Go through the listing and pick out each line with the word "JSON" in it.

> _Records to use_
^^^^^^^^
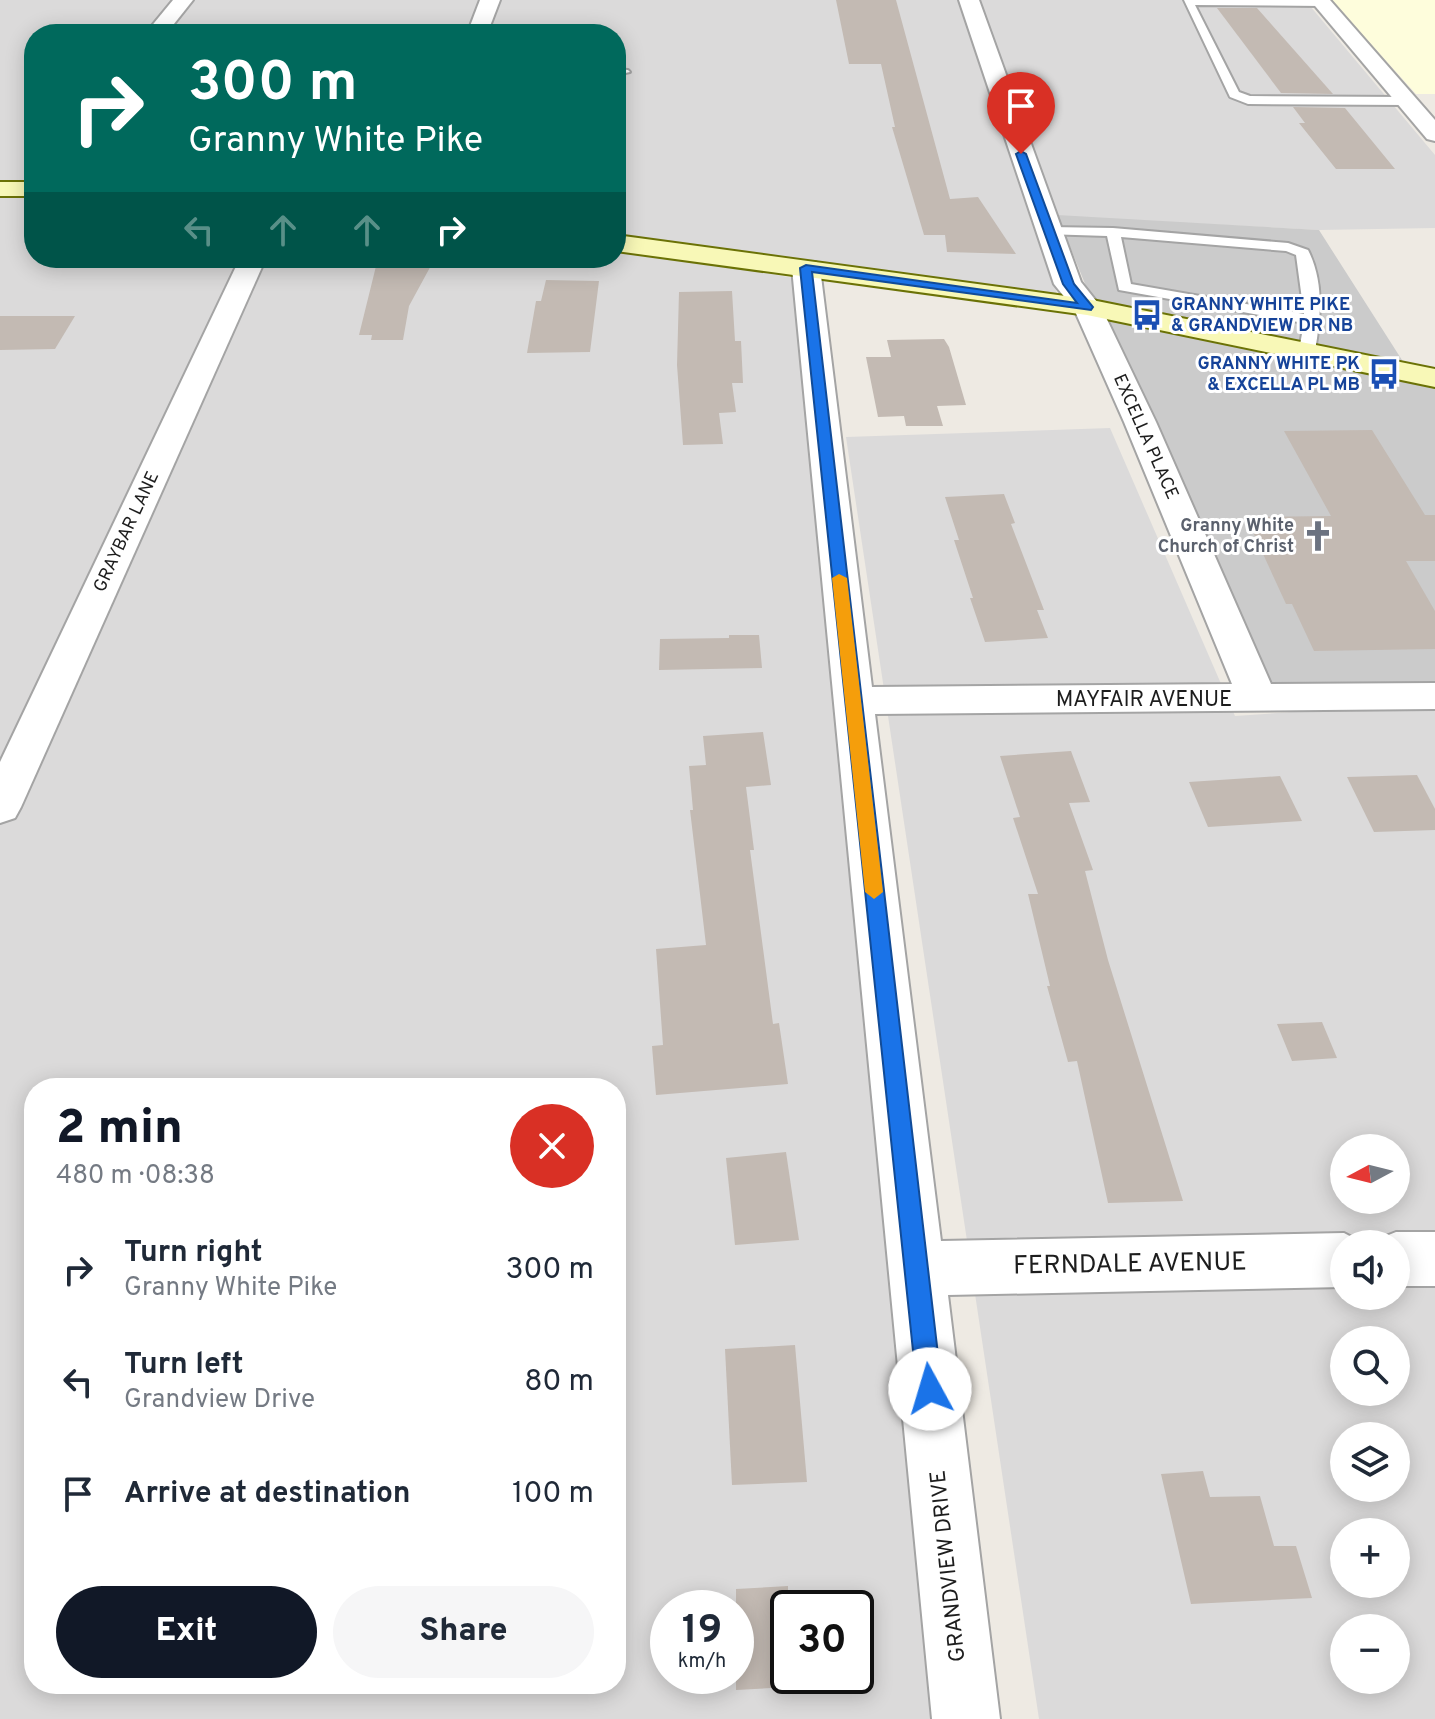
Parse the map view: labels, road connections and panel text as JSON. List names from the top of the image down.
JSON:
{
  "streets": {
    "street": [
      "EXCELLA PLACE",
      "GRAYBAR LANE",
      "MAYFAIR AVENUE",
      "FERNDALE AVENUE",
      "GRANDVIEW DRIVE"
    ]
  },
  "crossings": [
    ["EXCELLA PLACE", "MAYFAIR AVENUE"],
    ["MAYFAIR AVENUE", "GRANDVIEW DRIVE"],
    ["FERNDALE AVENUE", "GRANDVIEW DRIVE"]
  ],
  "places": {
    "bus stop": ["GRANNY WHITE PIKE & GRANDVIEW DR NB", "GRANNY WHITE PK & EXCELLA PL MB"],
    "church": ["Granny White Church of Christ"]
  },
  "north": "left",
  "page": {
    "turn": ["300 m", "Granny White Pike"],
    "heading": ["2 min", "480 m · 08:38"],
    "map_buttons": ["+", "−"],
    "list": [
      {
        "name": "Turn right",
        "note": "Granny White Pike",
        "value": "300 m"
      },
      {
        "name": "Turn left",
        "note": "Grandview Drive",
        "value": "80 m"
      },
      {
        "name": "Arrive at destination",
        "value": "100 m"
      }
    ],
    "buttons": ["Exit", "Share"],
    "speed": "19 km/h",
    "limit": "30"
  }
}
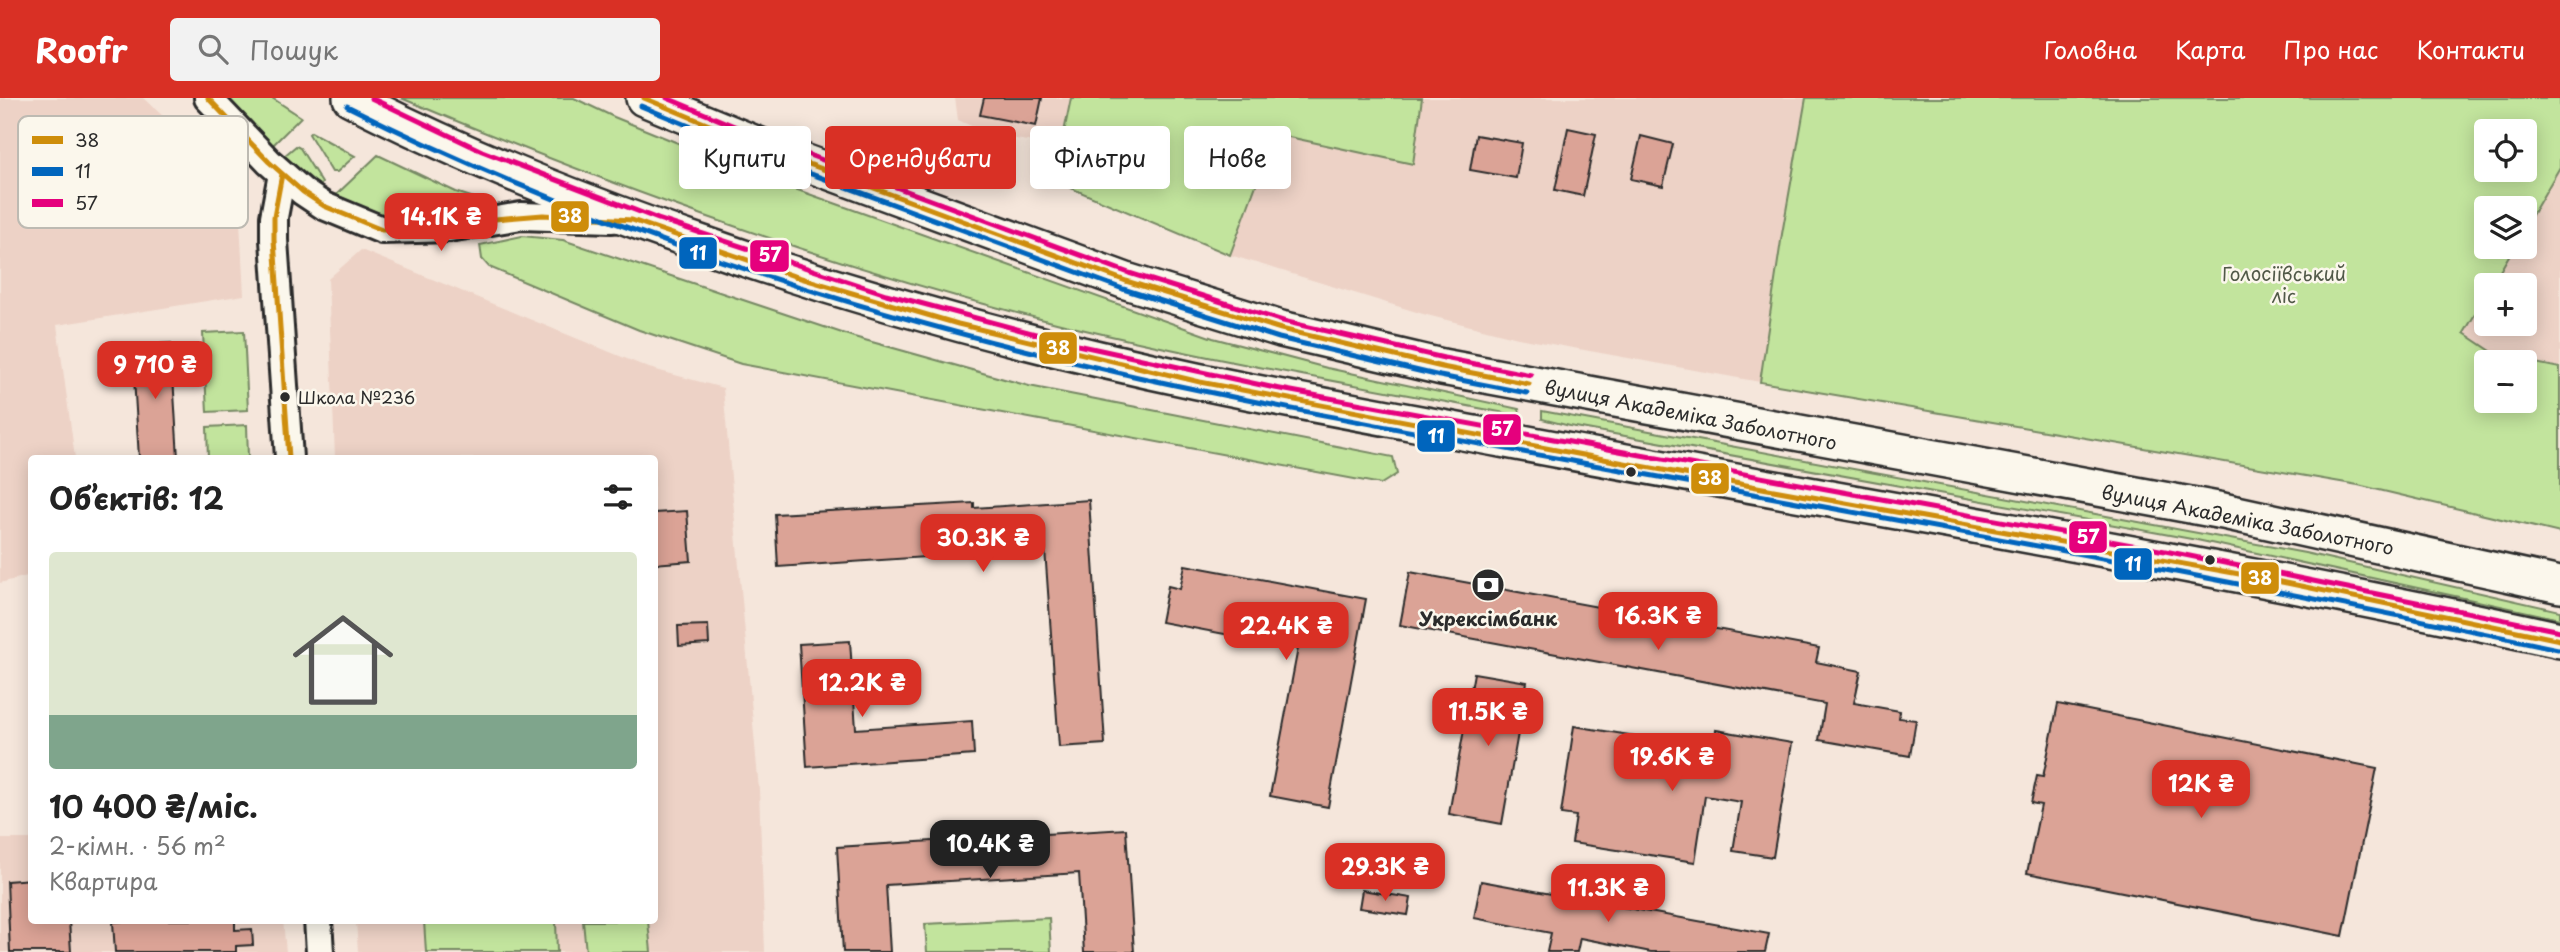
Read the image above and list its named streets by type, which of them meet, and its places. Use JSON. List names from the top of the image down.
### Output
{
  "streets": {
    "highway": ["вулиця Академіка Заболотного"]
  },
  "parks": ["Голосіївський ліс"],
  "places": {
    "other": ["Школа №236"],
    "bank": ["Укрексімбанк"]
  },
  "lines": ["transit line 38", "transit line 57", "transit line 11"],
  "legend": ["38", "11", "57"],
  "page": {
    "header": "Roofr",
    "search": "Пошук",
    "nav": [
      "Головна",
      "Карта",
      "Про нас",
      "Контакти"
    ],
    "map_buttons": ["+", "−"],
    "chip": [
      "Купити",
      "Орендувати",
      "Фільтри",
      "Нове"
    ],
    "price": [
      "14.1K ₴",
      "9 710 ₴",
      "30.3K ₴",
      "16.3K ₴",
      "22.4K ₴",
      "12.2K ₴",
      "11.5K ₴",
      "19.6K ₴",
      "12K ₴",
      "10.4K ₴",
      "29.3K ₴",
      "11.3K ₴"
    ],
    "heading": "Об’єктів: 12",
    "list": [
      {
        "name": "10 400 ₴/міс.",
        "note": "2-кімн. · 56 m² · Квартира"
      }
    ]
  }
}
^^^^^^^^
> _Answer space_
Parse the map view: labels, road connections and panel text as JSON. List names from the top of the image down.
JSON:
Read the image above and list its named streets by type, which of them meet, and its places. Use JSON. List names from the top of the image down.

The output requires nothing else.